Russian ground forces have set up a forward operating base in the central Syrian city of Tadmur, the home of the ancient ruins of Palmyra, and installed an air-defence system to protect the site.
A video released by the AFP news agency on 7 May showed the Russian base has been built just to the west of the city, with Fakhr-al-Din al-Maani Castle less than 1.5 km further to the west, and the ruins to the south.
The base is secured by a high chain-link fence topped with razor wire and has prefabricated container buildings, large tents for equipment maintenance, a field kitchen, and satellite communications dishes. A Russian flag could be seen flying inside the base.
A Pantsyr-S1 air-defence system was seen in the footage as well as at least three BTR-82A and three BTR-80 armoured personnel carriers (APCs), suggesting a Russian combat unit has been deployed to the base.

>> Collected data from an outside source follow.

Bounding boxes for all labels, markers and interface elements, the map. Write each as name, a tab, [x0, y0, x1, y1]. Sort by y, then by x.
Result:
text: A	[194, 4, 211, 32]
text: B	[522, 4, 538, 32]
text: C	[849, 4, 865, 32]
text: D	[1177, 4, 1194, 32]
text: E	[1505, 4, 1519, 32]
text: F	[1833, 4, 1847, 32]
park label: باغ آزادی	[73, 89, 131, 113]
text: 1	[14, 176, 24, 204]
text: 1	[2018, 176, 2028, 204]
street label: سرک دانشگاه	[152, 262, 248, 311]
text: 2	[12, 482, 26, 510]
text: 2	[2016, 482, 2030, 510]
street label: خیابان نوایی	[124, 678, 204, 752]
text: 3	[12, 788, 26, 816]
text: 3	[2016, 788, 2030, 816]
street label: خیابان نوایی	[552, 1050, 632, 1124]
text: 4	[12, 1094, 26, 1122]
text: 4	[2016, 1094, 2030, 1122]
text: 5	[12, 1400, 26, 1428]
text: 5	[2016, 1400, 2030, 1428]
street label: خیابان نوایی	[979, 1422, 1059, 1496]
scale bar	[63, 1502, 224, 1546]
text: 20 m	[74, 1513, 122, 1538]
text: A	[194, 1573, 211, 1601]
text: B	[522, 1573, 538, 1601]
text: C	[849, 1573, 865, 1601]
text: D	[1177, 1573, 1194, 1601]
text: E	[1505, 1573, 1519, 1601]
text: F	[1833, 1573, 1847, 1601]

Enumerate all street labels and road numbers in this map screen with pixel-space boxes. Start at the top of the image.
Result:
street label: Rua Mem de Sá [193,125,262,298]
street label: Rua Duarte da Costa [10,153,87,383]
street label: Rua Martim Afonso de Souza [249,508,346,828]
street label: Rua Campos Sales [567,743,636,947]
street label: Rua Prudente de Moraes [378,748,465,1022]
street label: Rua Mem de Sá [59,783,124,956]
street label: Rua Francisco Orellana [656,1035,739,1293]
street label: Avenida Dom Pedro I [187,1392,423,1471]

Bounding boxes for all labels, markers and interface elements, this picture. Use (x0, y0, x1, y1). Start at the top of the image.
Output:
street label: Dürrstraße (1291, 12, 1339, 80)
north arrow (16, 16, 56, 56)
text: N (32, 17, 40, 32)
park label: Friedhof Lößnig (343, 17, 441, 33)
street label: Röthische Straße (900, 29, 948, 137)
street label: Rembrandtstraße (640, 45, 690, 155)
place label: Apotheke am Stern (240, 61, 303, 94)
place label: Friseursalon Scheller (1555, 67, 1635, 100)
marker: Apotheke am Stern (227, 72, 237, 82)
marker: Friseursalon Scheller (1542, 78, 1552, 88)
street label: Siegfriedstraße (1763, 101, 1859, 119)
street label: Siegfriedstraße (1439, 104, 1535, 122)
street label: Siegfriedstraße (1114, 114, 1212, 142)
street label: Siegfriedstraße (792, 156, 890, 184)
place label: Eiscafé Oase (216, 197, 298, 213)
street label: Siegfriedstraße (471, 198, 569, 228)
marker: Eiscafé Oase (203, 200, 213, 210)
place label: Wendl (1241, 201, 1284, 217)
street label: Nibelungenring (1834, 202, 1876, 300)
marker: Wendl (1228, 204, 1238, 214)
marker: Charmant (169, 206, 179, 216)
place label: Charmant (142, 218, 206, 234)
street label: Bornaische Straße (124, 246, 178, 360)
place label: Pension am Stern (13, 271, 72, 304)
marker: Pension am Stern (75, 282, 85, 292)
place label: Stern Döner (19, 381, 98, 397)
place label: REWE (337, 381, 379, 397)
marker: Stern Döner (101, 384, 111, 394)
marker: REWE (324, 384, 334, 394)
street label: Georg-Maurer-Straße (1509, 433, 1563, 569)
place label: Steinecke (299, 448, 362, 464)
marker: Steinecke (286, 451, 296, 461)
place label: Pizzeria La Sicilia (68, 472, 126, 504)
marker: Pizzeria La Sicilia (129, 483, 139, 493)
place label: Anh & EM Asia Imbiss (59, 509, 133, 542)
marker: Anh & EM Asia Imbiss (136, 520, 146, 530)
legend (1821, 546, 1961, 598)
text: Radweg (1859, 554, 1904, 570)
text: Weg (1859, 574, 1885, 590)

Russia previously announced that it had sent mine-clearance personnel to the area to help clear the improvised explosive devices left behind by the Islamic State fighters who retreated from Tadmur/Palmyra in March.
Russia continues to maintain a strong military presence in Syria's central desert region, with attack helicopters based at both Al-Shayrat and Tiyas (T-4) air bases. These helicopters were seen escorting a large convoy of dignities and journalists to attend a concert at Palmyra's amphitheatre on 6 May.
These helicopters are supporting ongoing Syrian operations against the Islamic State in the region. At the start of May local media reported that units from Syria's elite Tiger Force began advancing into the Arak gas field, which is 20 km west of Al-Sukhanah on the highway running from Tadmur to Dayr al-Zawr.
Video footage has shown formations of between three and seven Russian attack helicopters launching strikes along this road in a bid to break the siege of Dayr al-Zawr city.